0xd8c6c550 160716 160712 0 0 D 0xd8c6c710 httpd
EBP EIP Function (args)
0xd802bbb8 0xc03b6b23 schedule+0x2b3 (0xd802bbcc, 0x268b84b3, 0xc011fb15,
0xc0617c40, 0xcc9bfbcc)
0xd802bbf4 0xc03b7126 schedule_timeout+0x76
0xd802bbfc 0xc03b7071 io_schedule_timeout+0x11 (0x64, 0x0, 0xd8c6c550,
0xc01305f0, 0xd802bc34)
0xd802bc54 0xc02ec824 blk_congestion_wait+0x74 (0x1, 0x64, 0xd802bc74,
0xc04afb24, 0x1)
0xd802bcc4 0xc013f593 balance_dirty_pages+0x93 (0xd8508660)

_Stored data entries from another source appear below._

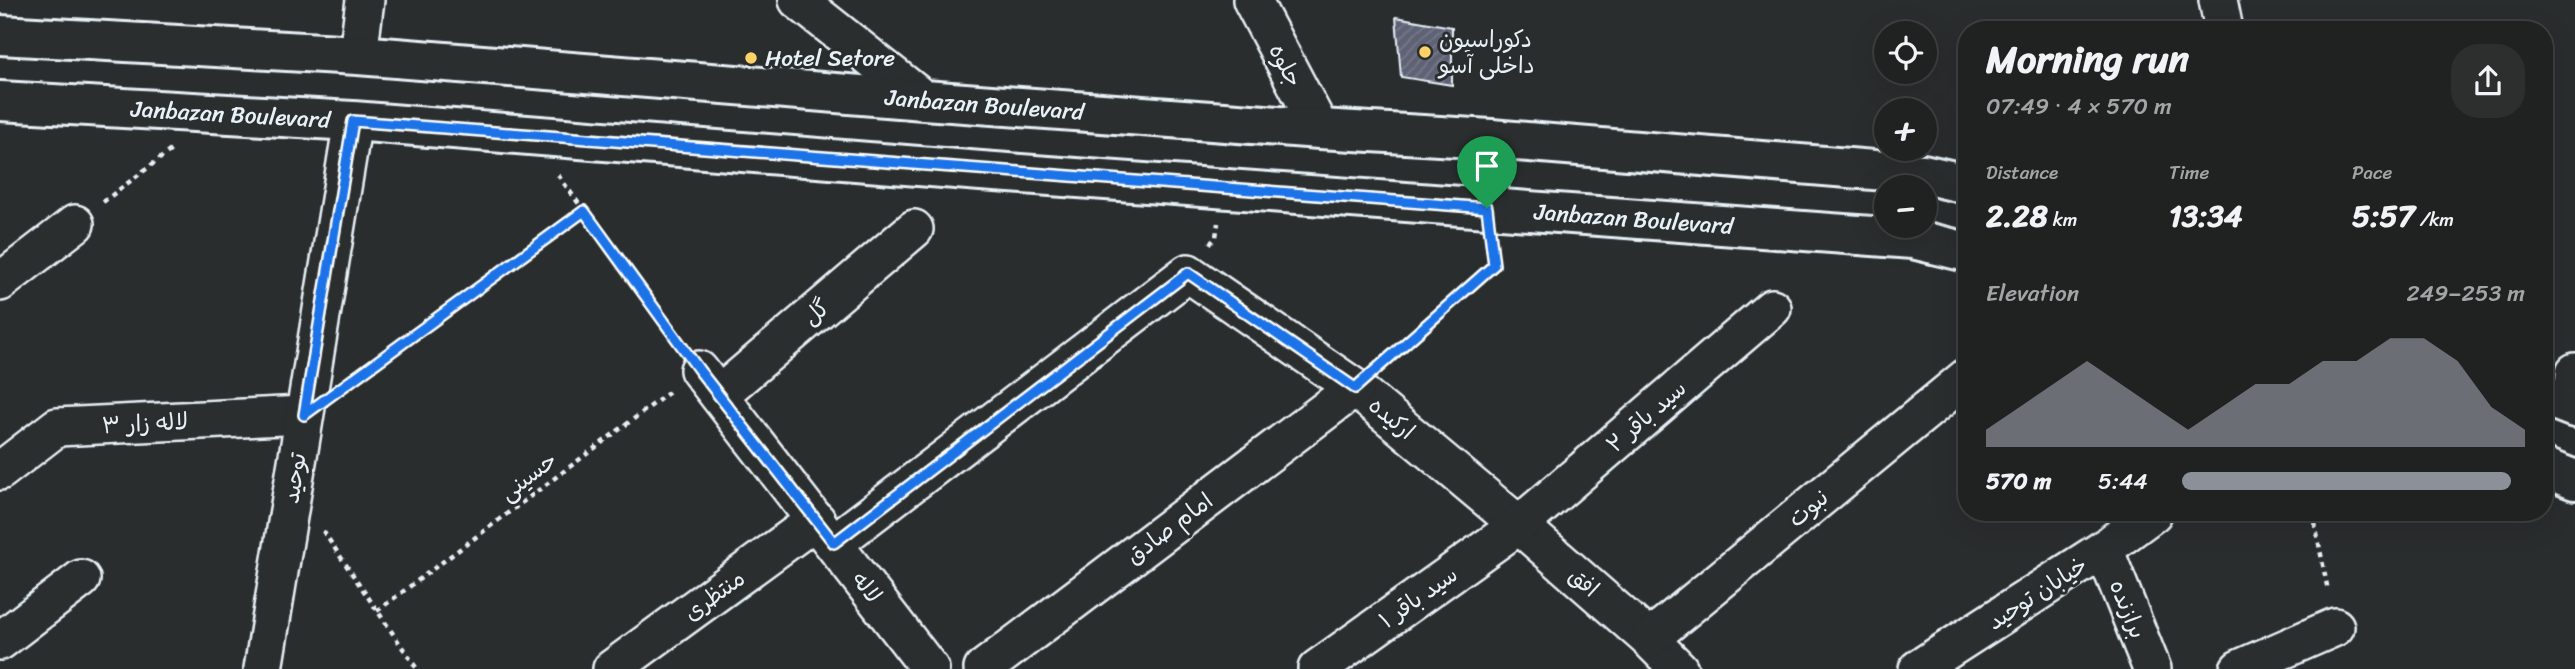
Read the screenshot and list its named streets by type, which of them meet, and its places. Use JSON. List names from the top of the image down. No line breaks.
{"streets":{"main road":["Janbazan Boulevard"],"street":["جلوه","گل","سید باقر ۲","ارکیده","لاله زار ۳","توحید","نبوت","امام صادق","افق","لاله","خیابان توحید","منتظری","سید باقر ۱","برازنده"],"path":["حسینی"]},"crossings":[["جلوه","Janbazan Boulevard"],["Janbazan Boulevard","توحید"],["گل","حسینی"],["گل","لاله"],["سید باقر ۲","ارکیده"],["سید باقر ۲","افق"],["سید باقر ۲","سید باقر ۱"],["ارکیده","امام صادق"],["ارکیده","افق"],["ارکیده","منتظری"],["ارکیده","سید باقر ۱"],["لاله زار ۳","توحید"],["حسینی","لاله"],["نبوت","افق"],["افق","سید باقر ۱"],["لاله","منتظری"],["خیابان توحید","برازنده"]],"places":["دکوراسیون داخلی آسو","Hotel Setore"],"page":{"map_buttons":["+","−"],"heading":["Morning run","07:49 · 4 × 570 m"],"stats":[["Distance","2.28 km"],["Time","13:34"],["Pace","5:57 /km"]],"chart":["Elevation","249–253 m"],"list":[{"name":"570 m","note":"5:44"}]}}
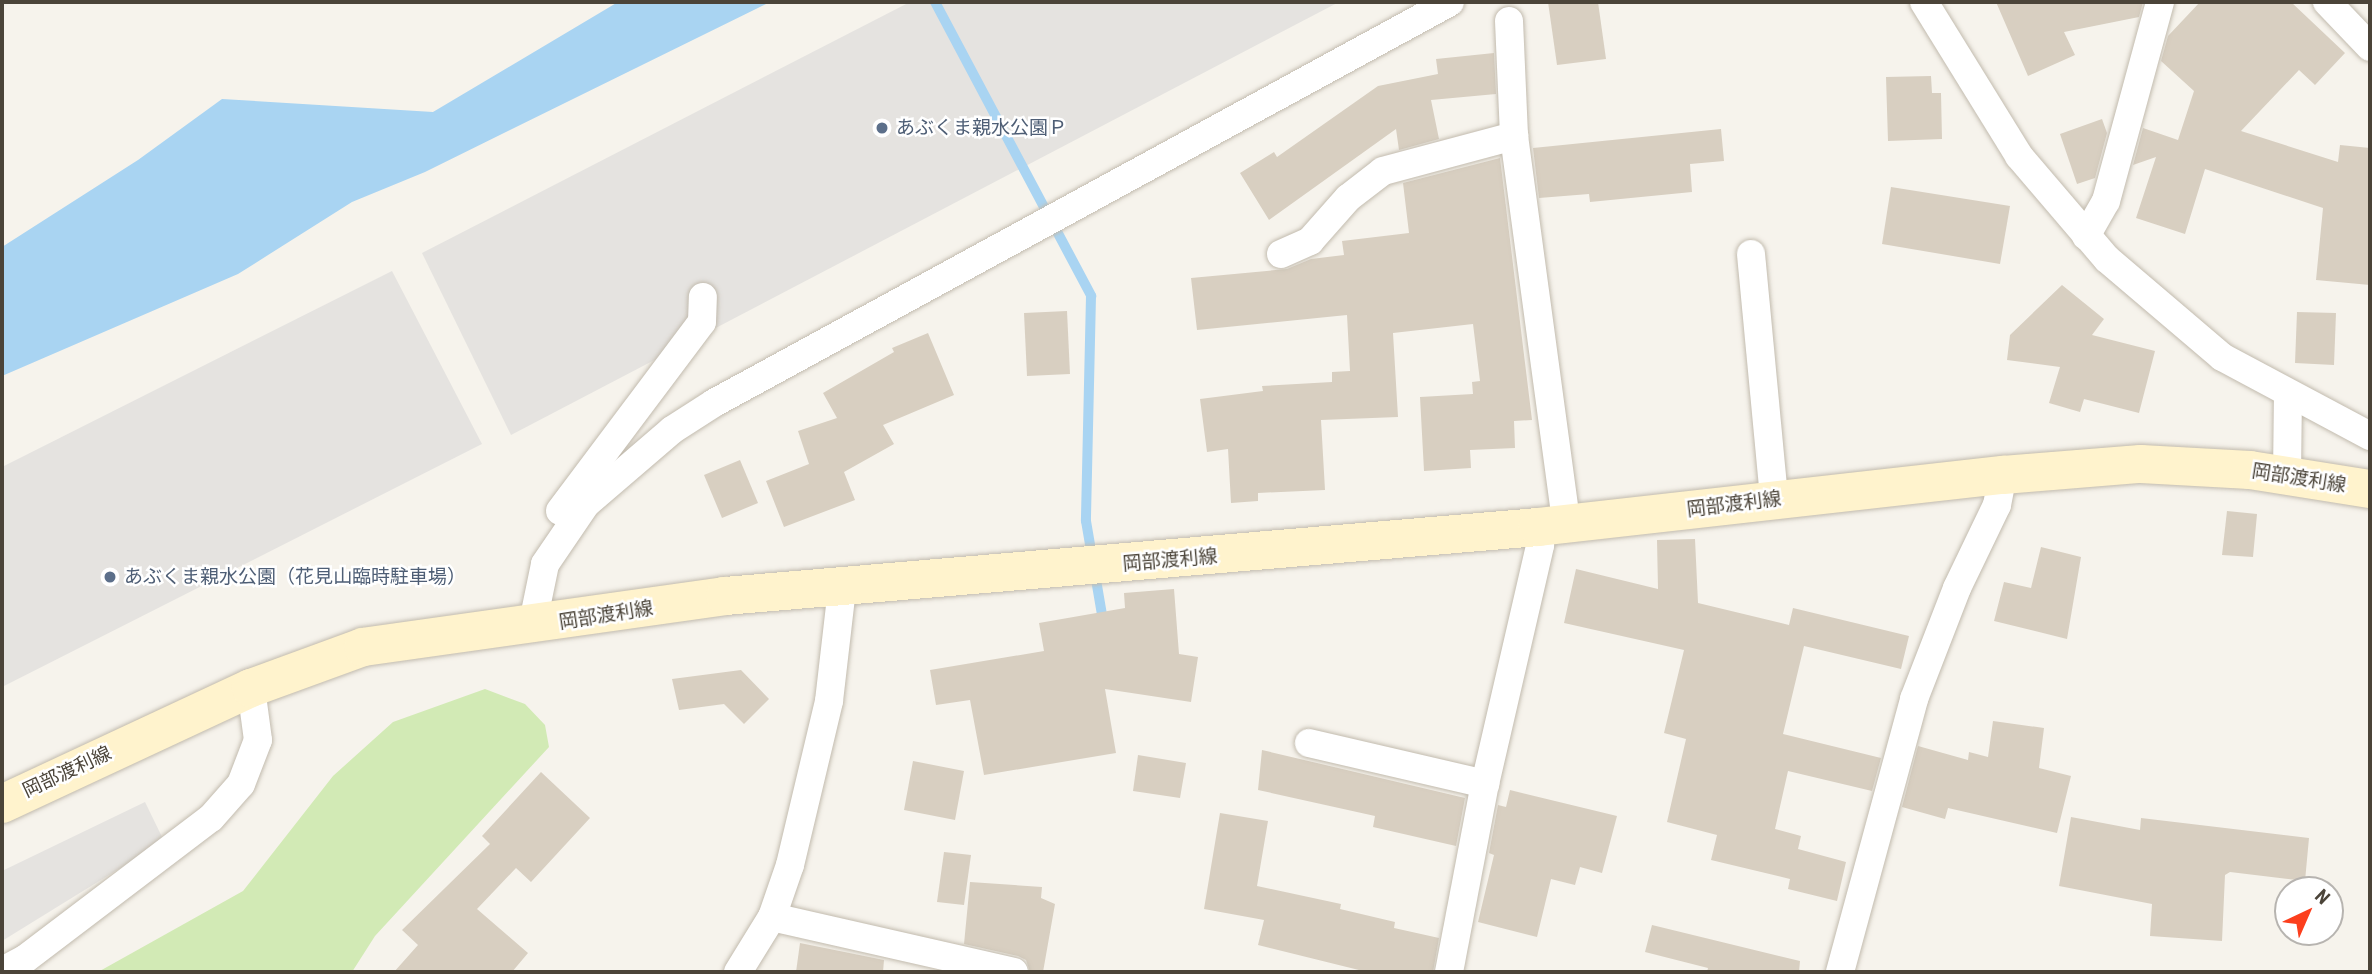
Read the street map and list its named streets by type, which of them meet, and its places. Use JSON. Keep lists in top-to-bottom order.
{
  "streets": {
    "main road": ["岡部渡利線"]
  },
  "places": ["あぶくま親水公園Ｐ", "あぶくま親水公園（花見山臨時駐車場）"],
  "north": "top right"
}
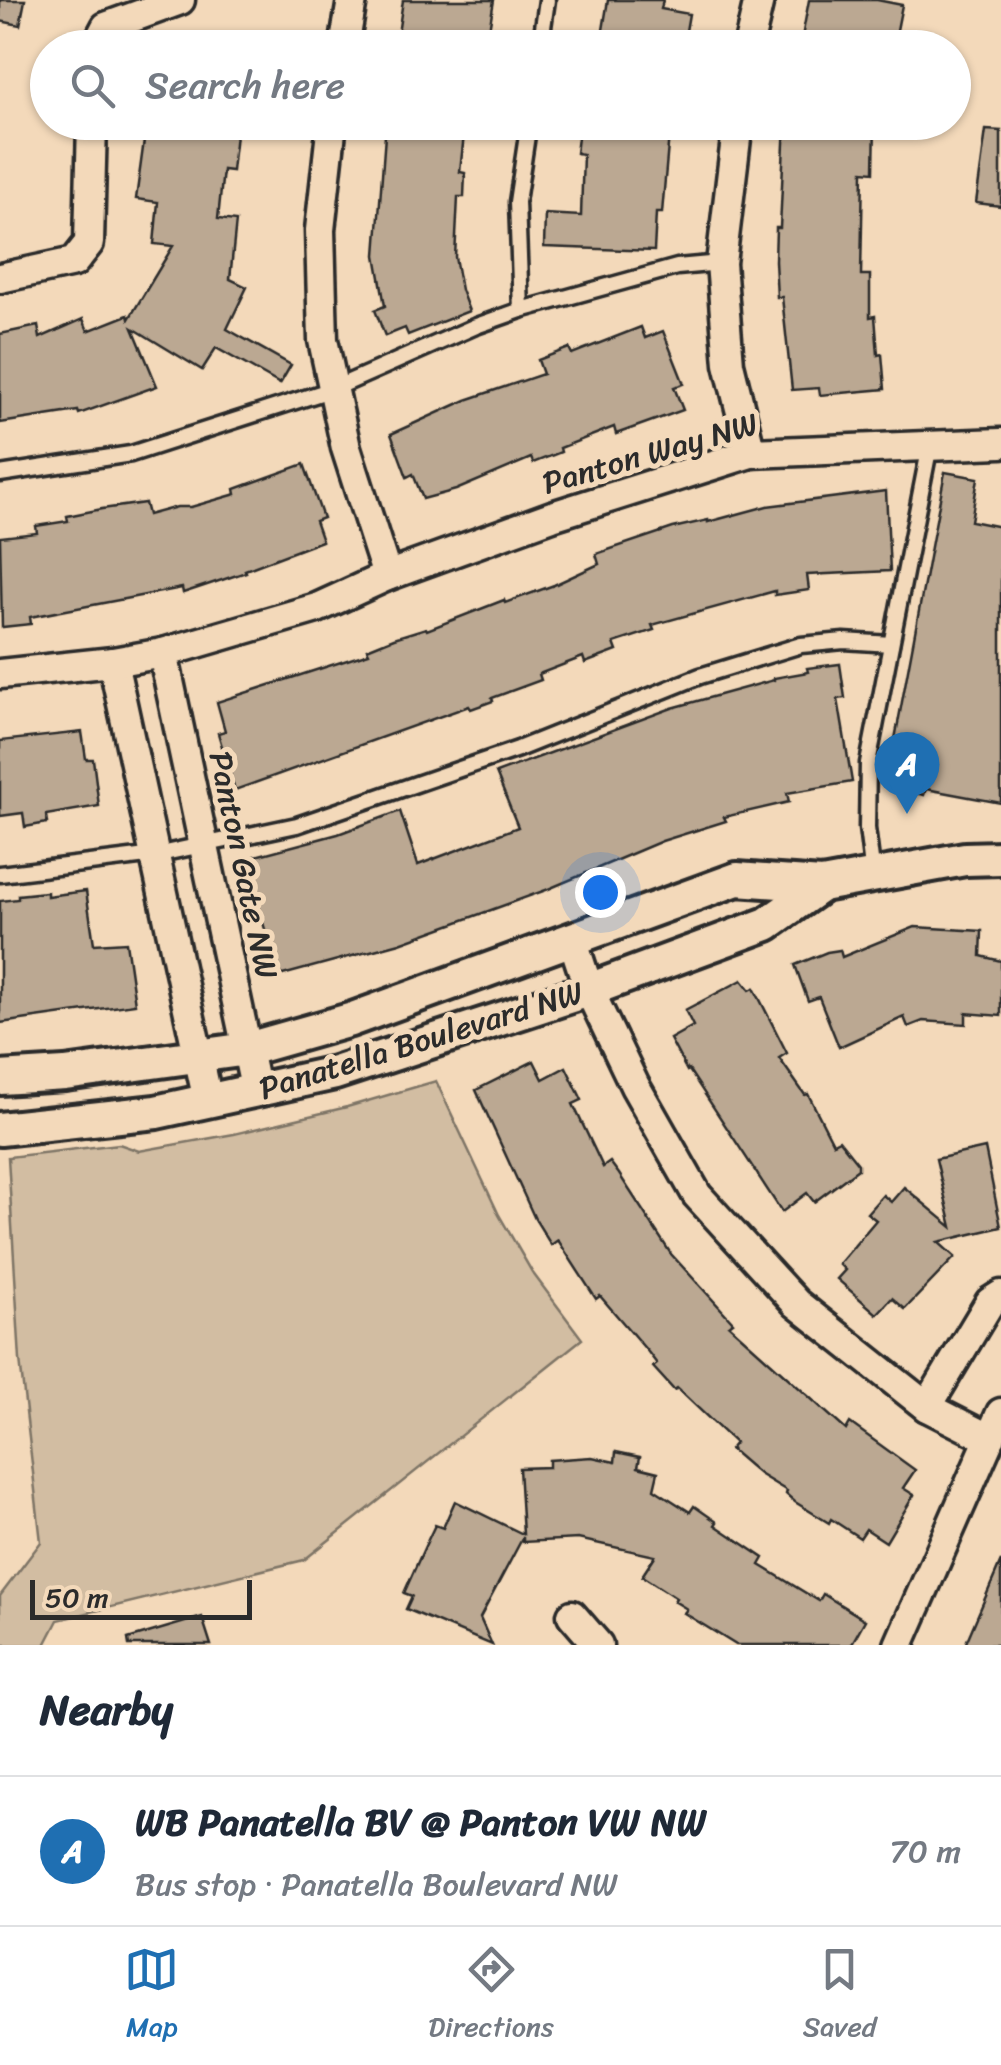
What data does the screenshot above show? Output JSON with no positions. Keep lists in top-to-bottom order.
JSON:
{
  "streets": {
    "street": ["Panton Way NW", "Panton Gate NW", "Panatella Boulevard NW"]
  },
  "crossings": [
    ["Panton Way NW", "Panton Gate NW"],
    ["Panton Gate NW", "Panatella Boulevard NW"]
  ],
  "scale_bar": "50 m",
  "page": {
    "search": "Search here",
    "pins": "A",
    "scale": "50 m",
    "heading": "Nearby",
    "list": [
      {
        "mark": "A",
        "name": "WB Panatella BV @ Panton VW NW",
        "note": "Bus stop · Panatella Boulevard NW",
        "value": "70 m"
      }
    ],
    "nav": ["Map", "Directions", "Saved"]
  }
}
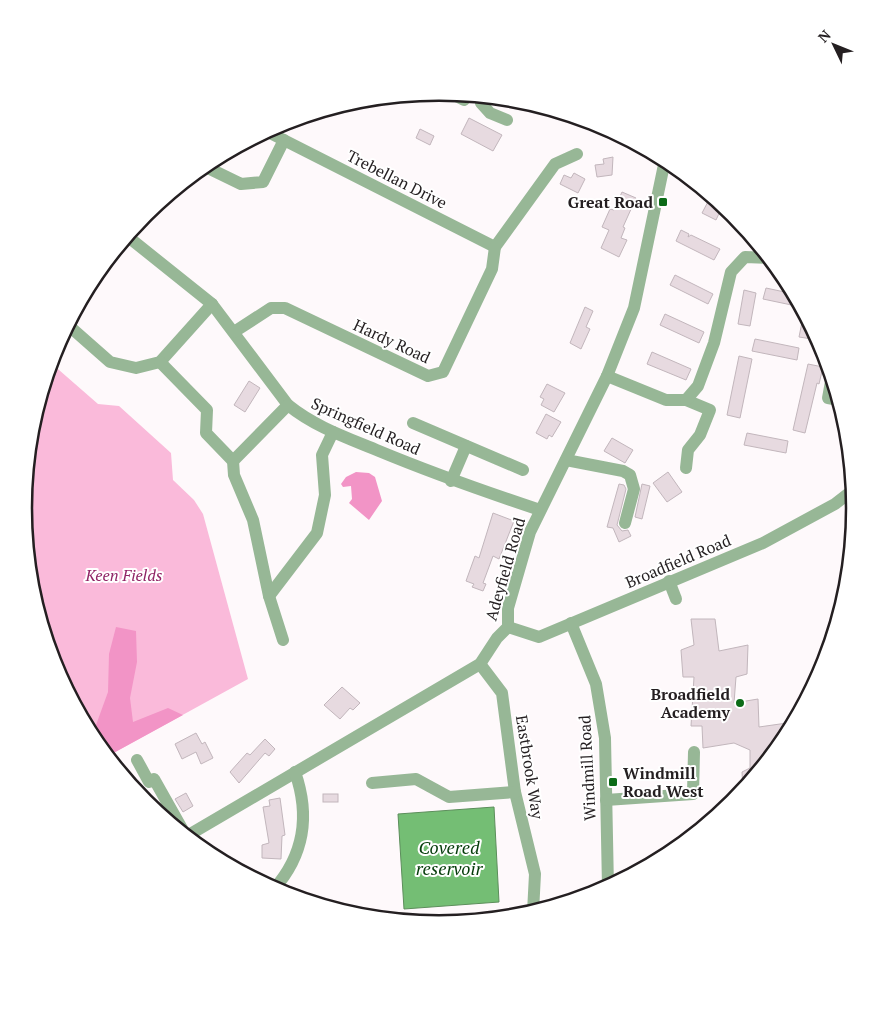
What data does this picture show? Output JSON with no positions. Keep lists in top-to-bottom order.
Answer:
{
  "streets": {
    "street": [
      "Trebellan Drive",
      "Hardy Road",
      "Springfield Road",
      "Broadfield Road",
      "Adeyfield Road",
      "Eastbrook Way",
      "Windmill Road"
    ]
  },
  "crossings": [
    ["Trebellan Drive", "Hardy Road"],
    ["Hardy Road", "Springfield Road"],
    ["Springfield Road", "Adeyfield Road"],
    ["Broadfield Road", "Adeyfield Road"],
    ["Broadfield Road", "Windmill Road"],
    ["Adeyfield Road", "Eastbrook Way"]
  ],
  "water": ["Covered reservoir"],
  "parks": ["Keen Fields"],
  "places": {
    "transit": ["Great Road", "Windmill Road West"],
    "other": ["Broadfield Academy"]
  },
  "north": "top left"
}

0xd802bcd0 0xc013f685 balance_dirty_pages_ratelimited+0x45 (0xd8508660,
0xc1499030, 0xcd3, 0x81, 0xd54)
0xd802bd80 0xc013bc1e generic_file_buffered_write+0x2ee (0xd802bed8,
0xd802be50, 0x1, 0xddbd54, 0x0)
0xd802bdf8 0xc013c28d __generic_file_aio_write_nolock+0x27d (0xd802bed8,
0xd802be50, 0x1, 0xd802bf14, 0xd8508548)
0xd802be2c 0xc013c4d8 generic_file_aio_write_nolock+0x48 (0xd802bed8,
0xd802be50, 0x1, 0xd802bf14, 0x0)
0xd802be64 0xc013c715 generic_file_aio_write+0x75 (0xd802bed8, 0xbfffe7e0,
0x81, 0xddbcd3, 0x0)
0xd802bea0 0xc026c28a __cfs_file_write+0xda (0xd802bed8, 0x0, 0xbfffe7e0,
0x81, 0xd802bed0)
0xd802bebc 0xc026c33e cfs_file_aio_write+0x2e (0xd802bed8, 0xbfffe7e0, 0x81,
0xddbcd3, 0x0)
0xd802bf64 0xc015854b do_sync_write+0xab (0xdcf4e920, 0xbfffe7e0, 0x81,
0xd802bfa8, 0x558004)
0xd802bf90 0xc0158688 vfs_write+0xe8 (0xdcf4e920, 0xbfffe7e0, 0x81,
0xd802bfa8, 0xddbcd3)
0xd802bfbc 0xc015879b sys_write+0x4b
0xc0103c65 sysenter_past_esp+0x52

0xc8237550 133910 133897 0 0 D 0xc8237710 ndbd
EBP EIP Function (args)
0xc81d3bb8 0xc03b6b23 schedule+0x2b3 (0xc81d3bcc, 0x268aeeb5, 0x1,
0xc8de7bcc, 0xcaac3bcc)
0xc81d3bf4 0xc03b7126 schedule_timeout+0x76
0xc81d3bfc 0xc03b7071 io_schedule_timeout+0x11 (0x64, 0x0, 0xc8237550,
0xc01305f0, 0xc81d3c34)
0xc81d3c54 0xc02ec824 blk_congestion_wait+0x74 (0x1, 0x64, 0xc81d3c74,
0xdf8f7684, 0x2e)
0xc81d3cc4 0xc013f593 balance_dirty_pages+0x93 (0xdebe61e0)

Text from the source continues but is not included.